The gathering on the National Mall, one of a dozen events across the country Sunday sponsored by the Save Darfur Coalition, attracted about 15,000 people. “Darfur today is the capital of the world’s human suffering,” said Wiesel, the rally’s first speaker. “Darfur deserves to live. We are its only hope.”
More than 200,000 people have died and more than two million have been displaced in Darfur since violence erupted in February 2003, when two rebel groups — the Justice and Equality Movement and the Sudan Liberation Movement — intensified their armed struggle against the National Islamic Front regime in Khartoum. The government responded by supporting militias, known as Janjaweed, who began killing non-Arab ethnic Africans they consider sympathetic to the rebels.
Since 2004, the House and Senate have urged stronger peacekeeping missions in Darfur, and President Bush said last summer — and again last week — that the killings constitute genocide. This declaration was a departure from the cautious terminology used by the United Nations and some administration officials in describing the situation over the past two years.
Wiesel has been calling for not only a more intensive international humanitarian assistance effort, but also a willingness to warn the government of Sudan to cease and desist its practice of racial cleansing. “We are here because of leaders who are timorous, complacent, and unwilling to take risks,” he said. “We want them to take risks and stop the massacre.”
Wiesel, who won the Nobel Prize for Peace in 1986, has gained international recognition as a human rights activist and a distinguished scholar of religion and the humanities. Among his 40 books is the memoir Night, which chronicles his experiences in the Auschwitz and Buchenwald concentration camps.
When nations repeatedly turn a blind eye to mass murder, Wiesel said, comparisons to the Holocaust are inevitable. “As a Jew, I’m here because when we needed people to help us, nobody came,” he said, therefore, those who have suffered have an obligation to help today’s victims of persecution. “I learned that suffering confers no privilege. It’s what we do with it. And that’s the moral message: not to stand by. Therefore, we are here.”

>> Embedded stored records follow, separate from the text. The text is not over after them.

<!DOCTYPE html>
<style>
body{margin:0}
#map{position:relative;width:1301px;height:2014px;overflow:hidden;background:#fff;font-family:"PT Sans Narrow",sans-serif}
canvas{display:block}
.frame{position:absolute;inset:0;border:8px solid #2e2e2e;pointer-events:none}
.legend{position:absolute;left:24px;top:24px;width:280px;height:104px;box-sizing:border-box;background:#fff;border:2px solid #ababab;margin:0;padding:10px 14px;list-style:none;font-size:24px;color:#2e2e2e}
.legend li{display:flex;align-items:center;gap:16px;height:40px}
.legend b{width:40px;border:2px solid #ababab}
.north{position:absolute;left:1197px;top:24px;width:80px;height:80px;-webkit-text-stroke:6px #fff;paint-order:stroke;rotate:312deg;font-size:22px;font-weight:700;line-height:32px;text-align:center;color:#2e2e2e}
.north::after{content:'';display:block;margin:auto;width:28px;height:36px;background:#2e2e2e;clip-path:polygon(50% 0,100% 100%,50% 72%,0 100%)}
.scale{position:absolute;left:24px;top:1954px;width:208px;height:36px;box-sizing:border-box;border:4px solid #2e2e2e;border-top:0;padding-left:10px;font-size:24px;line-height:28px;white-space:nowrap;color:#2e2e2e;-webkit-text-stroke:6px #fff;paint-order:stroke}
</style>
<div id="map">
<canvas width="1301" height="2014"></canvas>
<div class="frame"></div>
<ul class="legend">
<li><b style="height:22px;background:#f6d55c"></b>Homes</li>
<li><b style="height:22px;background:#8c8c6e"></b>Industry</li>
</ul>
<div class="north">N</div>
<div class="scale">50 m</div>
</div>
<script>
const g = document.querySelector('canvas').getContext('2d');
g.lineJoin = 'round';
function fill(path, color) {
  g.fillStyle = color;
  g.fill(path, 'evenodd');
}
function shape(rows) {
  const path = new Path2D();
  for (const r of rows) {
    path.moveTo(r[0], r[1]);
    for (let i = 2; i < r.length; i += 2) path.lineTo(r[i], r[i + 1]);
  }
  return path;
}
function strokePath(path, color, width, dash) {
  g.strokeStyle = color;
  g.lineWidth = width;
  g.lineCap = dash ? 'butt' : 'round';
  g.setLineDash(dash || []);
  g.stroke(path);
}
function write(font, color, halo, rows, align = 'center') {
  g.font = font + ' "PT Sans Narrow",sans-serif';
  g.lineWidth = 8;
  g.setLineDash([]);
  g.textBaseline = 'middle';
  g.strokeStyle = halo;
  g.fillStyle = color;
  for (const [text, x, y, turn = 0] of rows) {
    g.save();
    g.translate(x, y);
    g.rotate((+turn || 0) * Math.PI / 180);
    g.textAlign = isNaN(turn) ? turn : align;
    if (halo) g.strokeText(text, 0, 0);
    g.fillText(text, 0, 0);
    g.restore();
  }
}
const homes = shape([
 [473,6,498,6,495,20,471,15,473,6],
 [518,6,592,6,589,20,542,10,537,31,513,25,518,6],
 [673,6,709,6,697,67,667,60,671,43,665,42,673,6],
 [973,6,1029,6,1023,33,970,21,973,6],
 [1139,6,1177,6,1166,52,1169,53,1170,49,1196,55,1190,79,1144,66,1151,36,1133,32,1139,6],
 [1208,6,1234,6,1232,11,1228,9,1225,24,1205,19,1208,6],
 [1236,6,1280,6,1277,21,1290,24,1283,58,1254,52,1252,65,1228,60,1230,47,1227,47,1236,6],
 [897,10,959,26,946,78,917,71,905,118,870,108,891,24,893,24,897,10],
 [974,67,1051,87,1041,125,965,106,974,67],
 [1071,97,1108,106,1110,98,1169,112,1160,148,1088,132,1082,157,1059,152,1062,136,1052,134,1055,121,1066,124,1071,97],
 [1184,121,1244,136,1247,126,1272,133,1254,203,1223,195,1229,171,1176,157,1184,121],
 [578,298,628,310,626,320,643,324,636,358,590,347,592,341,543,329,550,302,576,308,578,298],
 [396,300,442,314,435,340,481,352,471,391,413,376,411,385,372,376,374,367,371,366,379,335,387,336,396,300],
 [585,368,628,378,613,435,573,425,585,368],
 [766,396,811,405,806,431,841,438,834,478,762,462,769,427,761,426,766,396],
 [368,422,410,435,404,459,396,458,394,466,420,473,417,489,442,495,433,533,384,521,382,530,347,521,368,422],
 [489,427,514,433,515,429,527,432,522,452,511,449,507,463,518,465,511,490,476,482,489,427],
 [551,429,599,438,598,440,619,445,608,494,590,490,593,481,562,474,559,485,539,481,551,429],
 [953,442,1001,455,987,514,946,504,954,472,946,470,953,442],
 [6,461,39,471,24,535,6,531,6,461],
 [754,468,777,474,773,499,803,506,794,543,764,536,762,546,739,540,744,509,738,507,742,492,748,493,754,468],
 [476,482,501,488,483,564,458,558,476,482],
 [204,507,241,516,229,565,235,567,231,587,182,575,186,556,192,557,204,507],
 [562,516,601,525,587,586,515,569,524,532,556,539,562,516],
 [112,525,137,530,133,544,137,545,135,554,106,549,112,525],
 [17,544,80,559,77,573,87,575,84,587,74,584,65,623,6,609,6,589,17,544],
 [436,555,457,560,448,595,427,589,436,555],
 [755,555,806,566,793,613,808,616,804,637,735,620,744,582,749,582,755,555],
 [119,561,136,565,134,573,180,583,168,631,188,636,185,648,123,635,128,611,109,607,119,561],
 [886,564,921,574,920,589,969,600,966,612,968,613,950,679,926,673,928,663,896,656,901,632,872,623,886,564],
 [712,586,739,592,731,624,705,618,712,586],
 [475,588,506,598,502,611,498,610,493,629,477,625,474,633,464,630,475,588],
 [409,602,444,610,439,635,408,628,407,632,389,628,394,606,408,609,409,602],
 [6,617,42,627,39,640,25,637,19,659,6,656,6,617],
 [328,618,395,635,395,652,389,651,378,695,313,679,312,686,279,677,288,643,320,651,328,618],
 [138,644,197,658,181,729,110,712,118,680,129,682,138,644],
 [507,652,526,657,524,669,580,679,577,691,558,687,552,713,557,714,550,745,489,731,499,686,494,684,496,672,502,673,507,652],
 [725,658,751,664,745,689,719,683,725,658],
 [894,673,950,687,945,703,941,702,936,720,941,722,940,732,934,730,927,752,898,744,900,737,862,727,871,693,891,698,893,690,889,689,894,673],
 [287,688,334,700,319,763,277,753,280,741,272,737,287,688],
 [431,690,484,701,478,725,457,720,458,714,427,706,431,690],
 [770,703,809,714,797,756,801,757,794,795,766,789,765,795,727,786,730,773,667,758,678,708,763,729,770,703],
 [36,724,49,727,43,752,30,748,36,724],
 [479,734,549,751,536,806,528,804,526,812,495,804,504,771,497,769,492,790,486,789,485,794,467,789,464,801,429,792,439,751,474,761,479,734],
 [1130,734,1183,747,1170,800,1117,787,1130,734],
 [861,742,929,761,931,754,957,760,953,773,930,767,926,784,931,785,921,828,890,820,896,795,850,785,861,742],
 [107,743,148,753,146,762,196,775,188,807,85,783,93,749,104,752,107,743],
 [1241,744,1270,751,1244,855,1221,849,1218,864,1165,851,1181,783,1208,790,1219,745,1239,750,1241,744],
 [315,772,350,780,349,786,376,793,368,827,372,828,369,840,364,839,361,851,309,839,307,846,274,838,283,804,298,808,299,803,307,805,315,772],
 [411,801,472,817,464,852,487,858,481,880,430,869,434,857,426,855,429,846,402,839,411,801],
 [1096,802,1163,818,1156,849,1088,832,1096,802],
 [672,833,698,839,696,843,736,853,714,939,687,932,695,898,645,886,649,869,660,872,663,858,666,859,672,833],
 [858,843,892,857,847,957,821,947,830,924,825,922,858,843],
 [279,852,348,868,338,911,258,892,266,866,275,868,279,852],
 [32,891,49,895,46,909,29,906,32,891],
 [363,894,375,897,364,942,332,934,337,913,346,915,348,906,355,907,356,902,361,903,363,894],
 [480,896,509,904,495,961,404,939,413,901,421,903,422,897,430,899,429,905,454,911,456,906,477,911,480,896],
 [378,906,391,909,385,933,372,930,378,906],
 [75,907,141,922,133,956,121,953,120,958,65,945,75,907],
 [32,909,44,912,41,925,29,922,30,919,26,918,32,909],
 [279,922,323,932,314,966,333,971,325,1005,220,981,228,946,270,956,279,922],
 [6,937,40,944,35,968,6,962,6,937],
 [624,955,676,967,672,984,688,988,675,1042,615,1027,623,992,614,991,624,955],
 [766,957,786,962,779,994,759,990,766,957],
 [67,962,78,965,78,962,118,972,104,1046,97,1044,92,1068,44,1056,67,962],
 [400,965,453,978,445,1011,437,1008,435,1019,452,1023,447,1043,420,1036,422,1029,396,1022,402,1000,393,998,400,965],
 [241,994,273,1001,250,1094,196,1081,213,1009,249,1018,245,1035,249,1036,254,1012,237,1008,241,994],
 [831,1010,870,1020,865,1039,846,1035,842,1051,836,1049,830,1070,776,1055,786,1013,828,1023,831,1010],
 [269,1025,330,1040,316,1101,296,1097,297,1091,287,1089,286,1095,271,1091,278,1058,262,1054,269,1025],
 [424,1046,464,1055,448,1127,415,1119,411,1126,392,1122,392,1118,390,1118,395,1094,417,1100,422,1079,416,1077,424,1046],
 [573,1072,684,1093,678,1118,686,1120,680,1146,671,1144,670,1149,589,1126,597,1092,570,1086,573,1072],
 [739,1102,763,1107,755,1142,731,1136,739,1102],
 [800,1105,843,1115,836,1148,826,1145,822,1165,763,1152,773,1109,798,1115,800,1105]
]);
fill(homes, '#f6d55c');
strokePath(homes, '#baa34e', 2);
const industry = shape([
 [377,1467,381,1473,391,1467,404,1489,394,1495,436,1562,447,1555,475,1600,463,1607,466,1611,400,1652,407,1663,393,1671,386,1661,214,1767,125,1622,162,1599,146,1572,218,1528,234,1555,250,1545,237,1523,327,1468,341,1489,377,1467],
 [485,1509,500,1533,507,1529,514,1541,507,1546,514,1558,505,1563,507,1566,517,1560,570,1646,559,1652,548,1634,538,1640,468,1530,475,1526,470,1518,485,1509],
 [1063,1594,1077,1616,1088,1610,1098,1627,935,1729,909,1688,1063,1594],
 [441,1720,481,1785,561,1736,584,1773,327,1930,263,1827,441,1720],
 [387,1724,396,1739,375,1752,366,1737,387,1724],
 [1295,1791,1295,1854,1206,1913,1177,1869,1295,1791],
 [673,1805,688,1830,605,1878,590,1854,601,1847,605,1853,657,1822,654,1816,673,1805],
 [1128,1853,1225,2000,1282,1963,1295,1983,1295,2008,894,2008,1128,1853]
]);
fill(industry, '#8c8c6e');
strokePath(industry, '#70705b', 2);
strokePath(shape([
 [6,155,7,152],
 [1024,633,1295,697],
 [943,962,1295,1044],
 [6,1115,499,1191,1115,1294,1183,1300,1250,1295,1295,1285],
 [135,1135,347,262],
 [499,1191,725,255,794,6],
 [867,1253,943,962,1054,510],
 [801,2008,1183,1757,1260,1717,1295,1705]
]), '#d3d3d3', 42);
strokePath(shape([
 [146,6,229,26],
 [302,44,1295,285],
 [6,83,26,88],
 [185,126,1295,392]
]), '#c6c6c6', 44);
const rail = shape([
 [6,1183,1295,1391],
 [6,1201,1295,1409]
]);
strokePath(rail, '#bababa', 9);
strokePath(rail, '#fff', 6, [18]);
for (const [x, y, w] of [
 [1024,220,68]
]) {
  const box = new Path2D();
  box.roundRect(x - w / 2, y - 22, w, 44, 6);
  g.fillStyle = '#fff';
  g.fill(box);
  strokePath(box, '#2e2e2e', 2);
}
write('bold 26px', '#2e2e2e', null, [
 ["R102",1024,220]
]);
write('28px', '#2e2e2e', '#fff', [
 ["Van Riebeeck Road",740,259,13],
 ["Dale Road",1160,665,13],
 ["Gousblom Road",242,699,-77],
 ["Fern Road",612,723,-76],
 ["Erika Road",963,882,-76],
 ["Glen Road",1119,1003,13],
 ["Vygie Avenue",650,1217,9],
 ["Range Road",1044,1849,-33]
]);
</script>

In western Sudan, some 7,000 African Union troops have failed to stop the violence, which is now spreading into refugee areas in neighboring Chad. Activists are calling on Bush to appoint a special envoy for Darfur. During ongoing peace negotiations, which recently faltered in Nigeria after rebels rejected an agreement, the plight of the two million refugees has worsened. On April 28, the U.N. World Food Program, citing lack of funds, said it was cutting rations in half.
“For the sake of humanity,” said Wiesel, “save Darfur.”